Manfaat Wortel untuk Bayi

Wortel, dari mendengar namanya saja sudah pasti terlintas seperti apa bentuk dan rasanya. Merupakan salah satu sayur yang banyak tersedia dan mudah didapat dimana saja baik di pasar tradisional maupun swalayan besar, wortel menjadi kian populer. Baik sebagai bahan masakan atau dibuat jus, wortel memiliki rasa yang enak bahkan dikonsumsi begitu saja pun tetap terasa enak. Manfaat wortel untuk ibu hamil pun juga sangat banyak.

Setelah bayi berusia 6 bulan maka ia memerlukan makanan pendamping ASI(MPASI). MPASI haruslah sesuai dengan kebutuhan gizi dan nutrisi harian pada bayi serta dapat dicerna dengan baik oleh pencernaan bayi. Wortel termasuk sayuran yang direkomendasikan sebagai MPASI setelah bayi memasuki usia 6 bulan.

Manfaat Wortel untuk Bayi

1.Menjaga Kesehatan Mata
Kandungan betakroten pada wortel dapat berfungsi untuk menjaga dan juga memperbaiki kondisi mata akibat kekurangan vitamin A. Ini dikarenakan sifat antioksidannya yang dapat mencegah timbulnya katarak pada mata, khususnya pada mata bayi.

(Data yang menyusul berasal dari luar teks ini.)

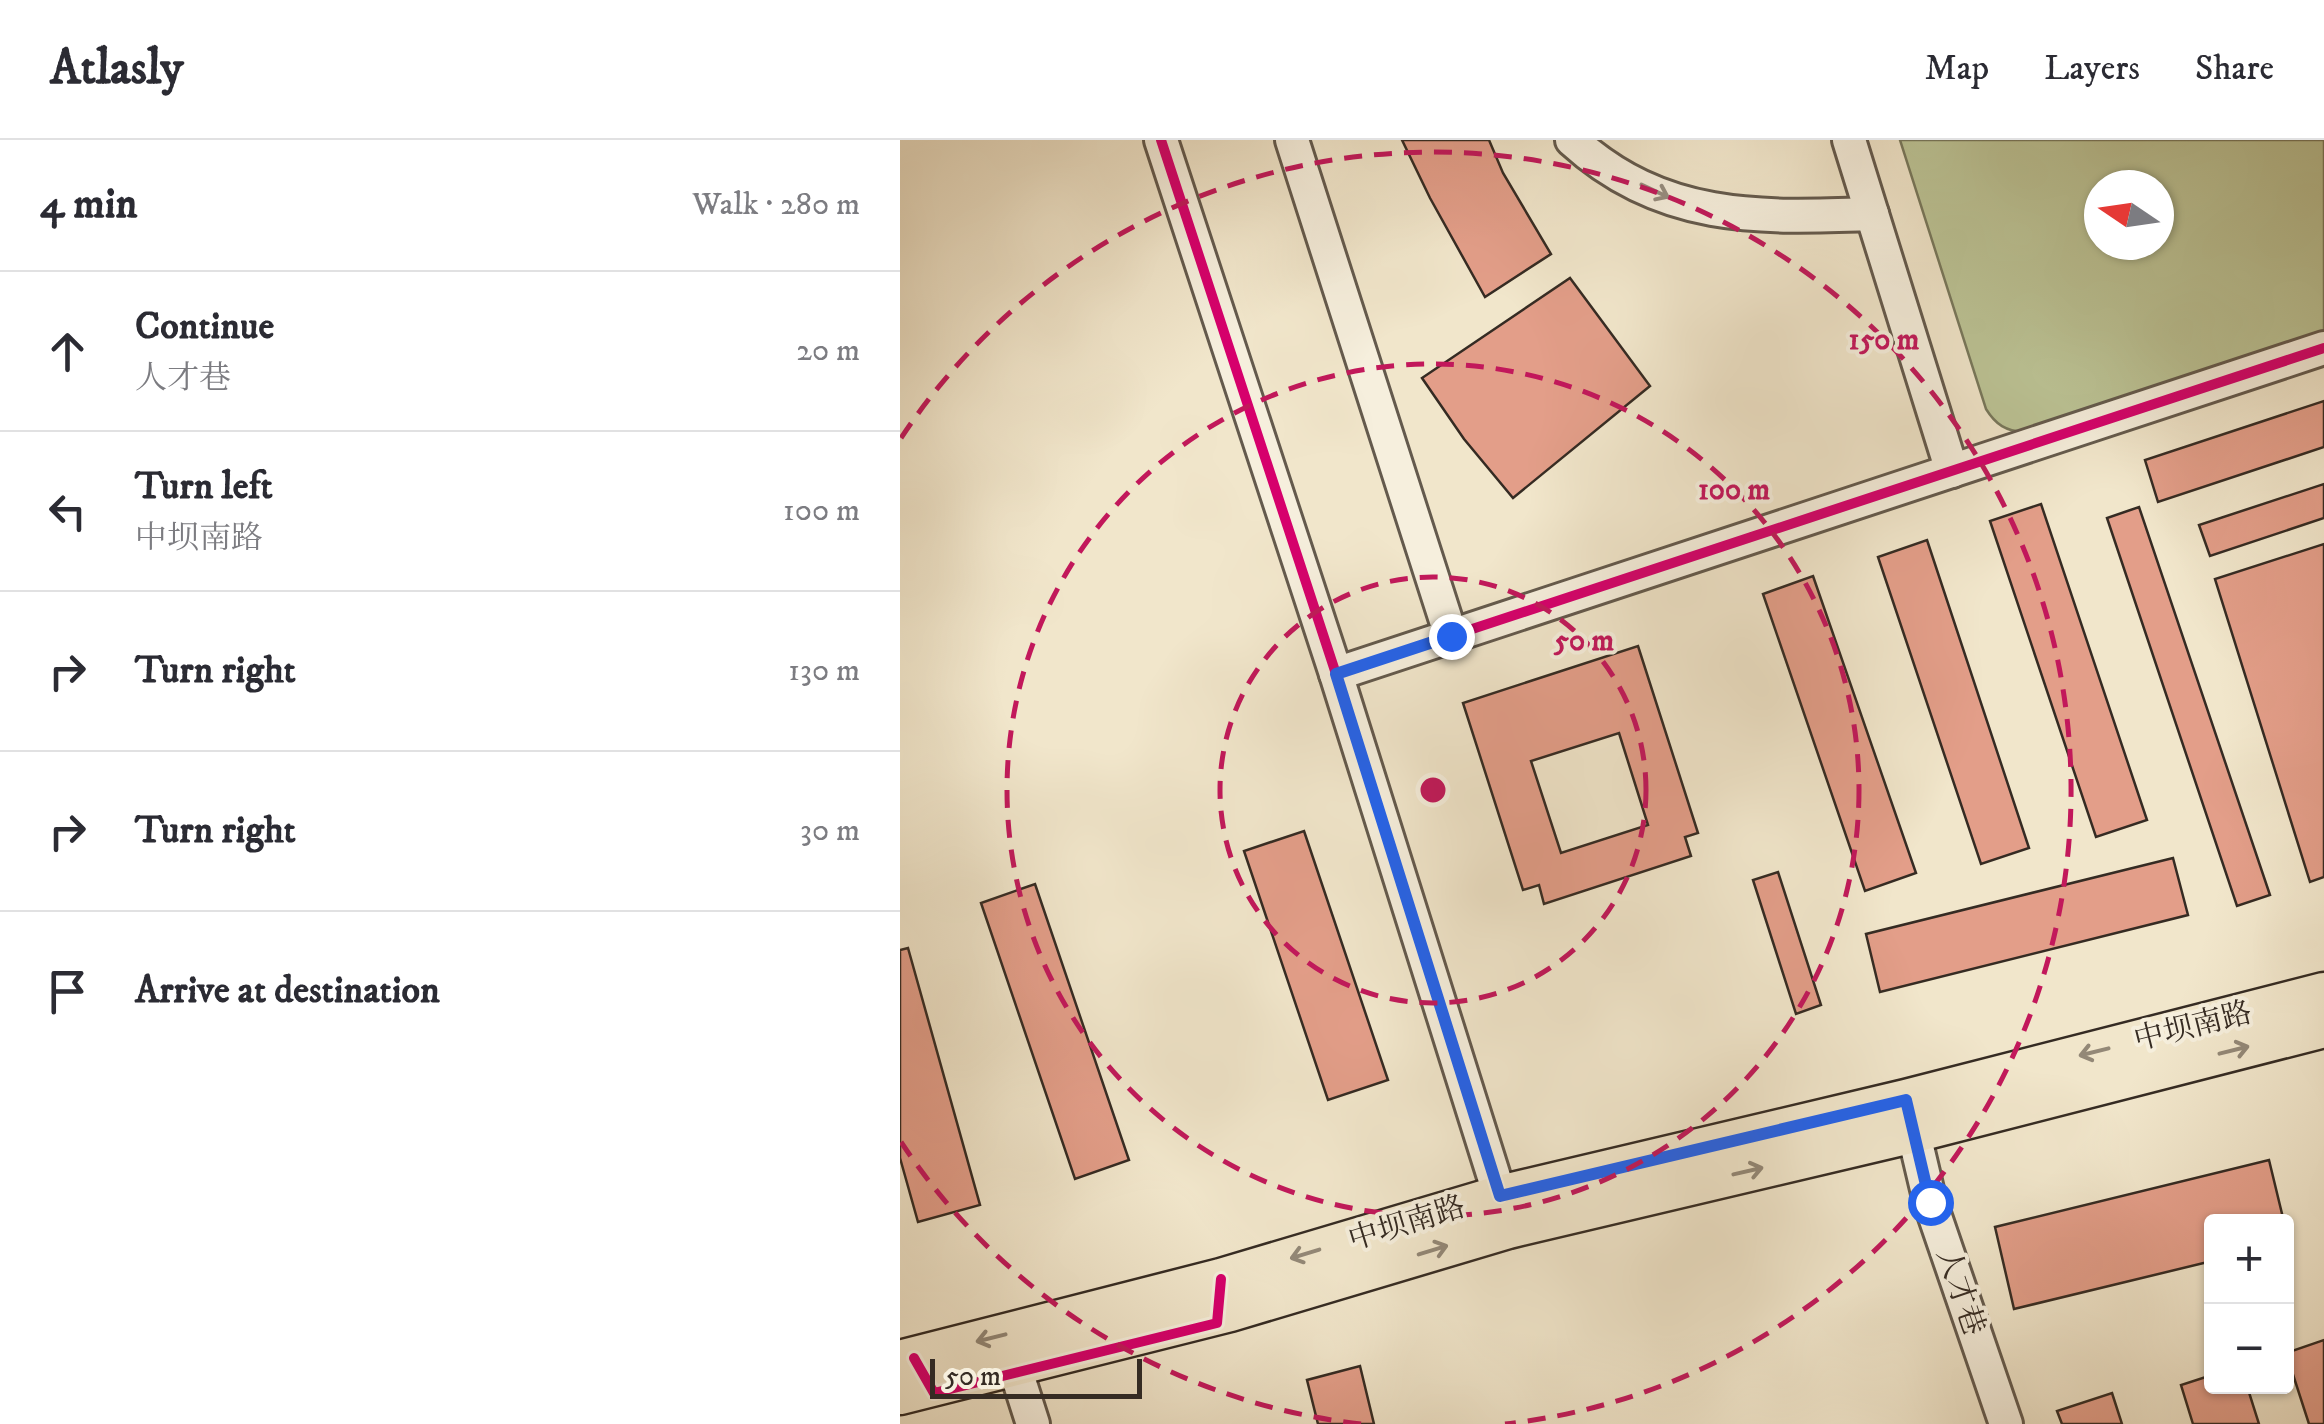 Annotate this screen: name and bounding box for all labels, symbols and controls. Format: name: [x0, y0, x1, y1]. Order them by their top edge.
text: Atlasly: [50, 39, 183, 99]
text: Map: [1925, 47, 1989, 91]
text: Layers: [2044, 47, 2140, 91]
text: Share: [2195, 47, 2274, 91]
north arrow: [2084, 170, 2174, 260]
text: 4 min: [40, 179, 138, 231]
one-way arrow: [1639, 183, 1670, 201]
text: Walk · 280 m: [692, 185, 860, 225]
text: Continue: [135, 303, 274, 351]
text: 150 m: [1849, 322, 1920, 359]
icon: ahead: [40, 324, 95, 379]
text: 20 m: [796, 331, 860, 371]
text: 人才巷: [135, 359, 231, 399]
text: Turn left: [135, 463, 273, 511]
text: 100 m: [1698, 472, 1771, 509]
icon: left: [40, 484, 95, 539]
text: 100 m: [783, 491, 860, 531]
text: 中坝南路: [135, 519, 263, 559]
route end: [1429, 614, 1475, 660]
text: 50 m: [1553, 623, 1614, 660]
icon: right: [40, 644, 95, 699]
text: Turn right: [135, 647, 296, 695]
text: 130 m: [788, 651, 860, 691]
centre of rings: [1415, 772, 1451, 808]
icon: right: [40, 804, 95, 859]
text: Turn right: [135, 807, 296, 855]
text: 30 m: [800, 811, 860, 851]
icon: arrive: [40, 964, 95, 1019]
text: Arrive at destination: [135, 967, 440, 1015]
street label: 中坝南路: [2130, 995, 2256, 1059]
one-way arrow: [2217, 1040, 2249, 1059]
one-way arrow: [2079, 1043, 2110, 1062]
one-way arrow: [1731, 1161, 1763, 1179]
route start: [1908, 1180, 1954, 1226]
street label: 中坝南路: [1344, 1189, 1470, 1259]
map controls: [2204, 1214, 2294, 1394]
button: +: [2204, 1214, 2294, 1304]
one-way arrow: [1417, 1240, 1448, 1258]
street label: 人才巷: [1928, 1243, 1992, 1341]
one-way arrow: [1289, 1246, 1321, 1264]
button: −: [2204, 1304, 2294, 1394]
one-way arrow: [976, 1330, 1007, 1349]
scale bar: [930, 1354, 1142, 1398]
text: 50 m: [945, 1359, 1001, 1394] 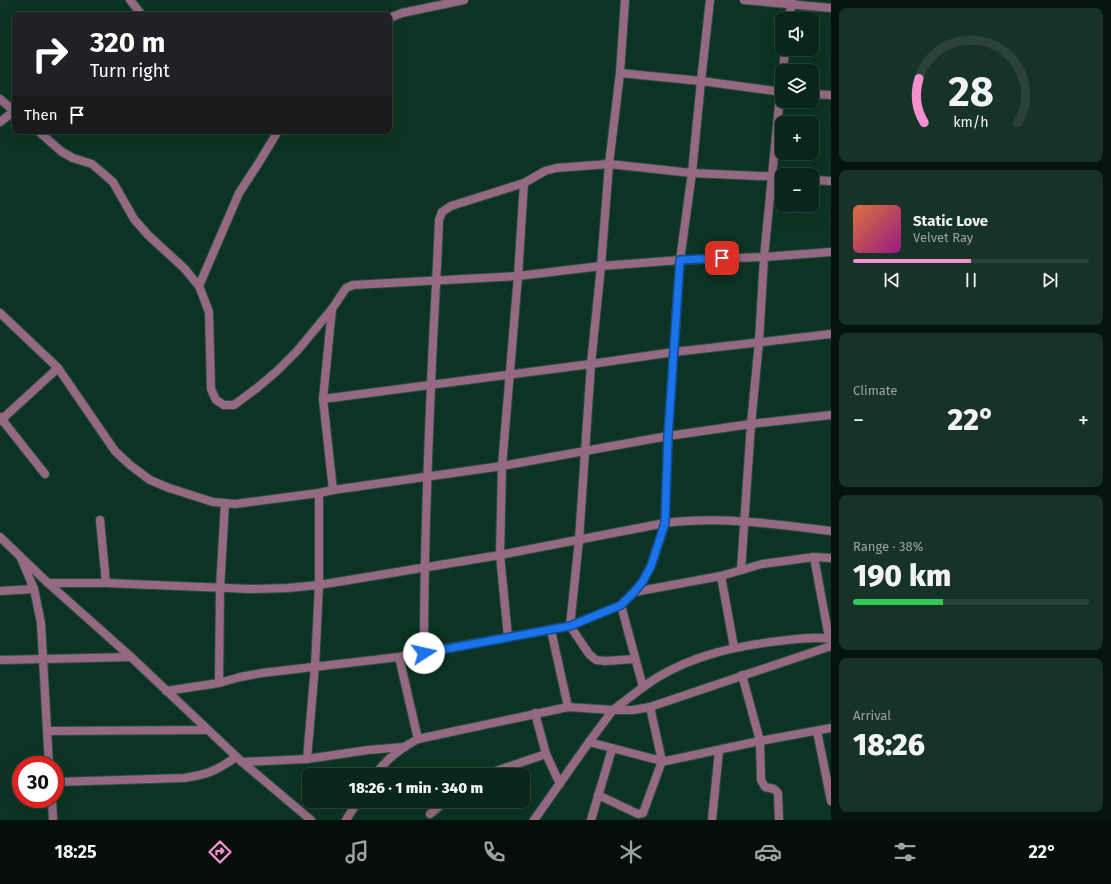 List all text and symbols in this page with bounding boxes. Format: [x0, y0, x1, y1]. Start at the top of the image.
map controls [775, 12, 819, 212]
button: sound [775, 12, 819, 56]
text: 320 m [90, 26, 165, 59]
icon: right [24, 28, 76, 80]
text: Turn right [90, 60, 170, 82]
button: layers [775, 64, 819, 108]
text: 28 [948, 67, 994, 117]
icon: arrive [66, 104, 88, 126]
text: Then [24, 106, 58, 124]
text: km/h [953, 114, 989, 131]
button: + [775, 116, 819, 160]
button: − [775, 168, 819, 212]
text: Static Love [913, 212, 988, 230]
text: Velvet Ray [913, 230, 973, 245]
pin [705, 241, 739, 275]
icon: arrive [711, 247, 733, 269]
icon: previous [881, 269, 903, 291]
icon: pause [960, 269, 982, 291]
icon: next [1039, 269, 1061, 291]
text: Climate [853, 383, 897, 398]
text: 22° [948, 402, 995, 438]
text: − [853, 407, 864, 434]
text: + [1078, 407, 1089, 434]
text: Range · 38% [853, 539, 923, 554]
text: 190 km [853, 558, 951, 594]
position arrow [403, 632, 445, 674]
text: Arrival [853, 708, 891, 723]
text: 18:26 [853, 727, 925, 763]
speed limit sign: 30 [12, 756, 64, 808]
text: 18:26 · 1 min · 340 m [349, 779, 483, 797]
icon: directions [206, 838, 234, 866]
icon: music [343, 838, 371, 866]
icon: phone [480, 838, 508, 866]
icon: climate [617, 838, 645, 866]
icon: car [754, 838, 782, 866]
icon: filters [891, 838, 919, 866]
text: 18:25 [55, 841, 97, 863]
text: 22° [1028, 841, 1056, 863] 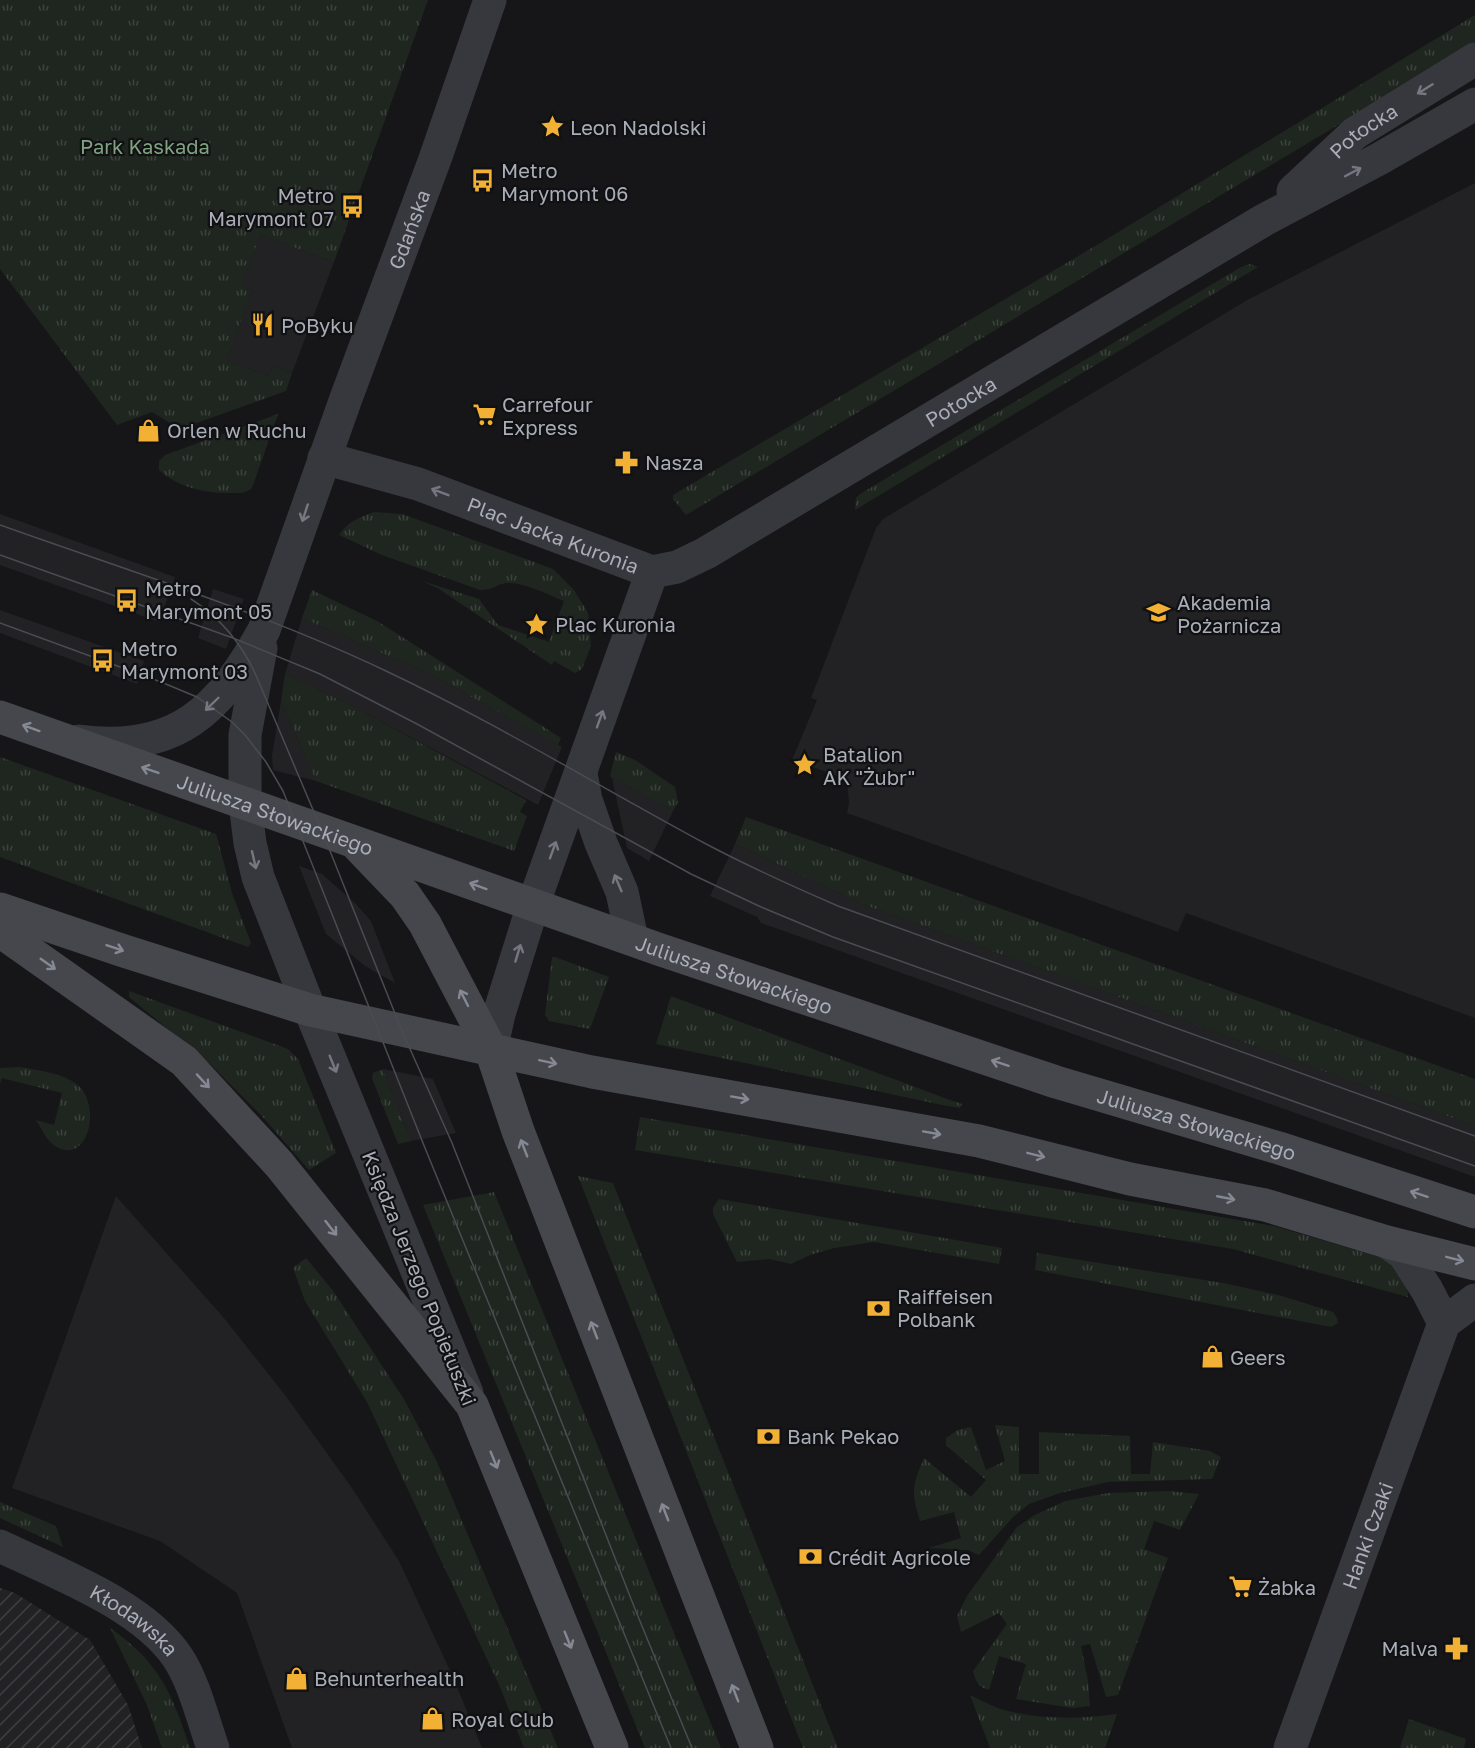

2.Sebagai sumber vitamin dan mineral terbaik
Wortel merupakan salah satu sayuran kaya nutrisi yang sangat bagus untuk kesehatan bayi. Selain itu juga banyak kandungan vitamin lainya seperti vitamin B1, B2, B3, B6, B9, dan C, kalsium, zat besi, magnesium, fosfor, kalium, dan sodium. Sumber kalsium dan magnesium yang baik, yang berguna untuk pembentukan tulang pada bayi.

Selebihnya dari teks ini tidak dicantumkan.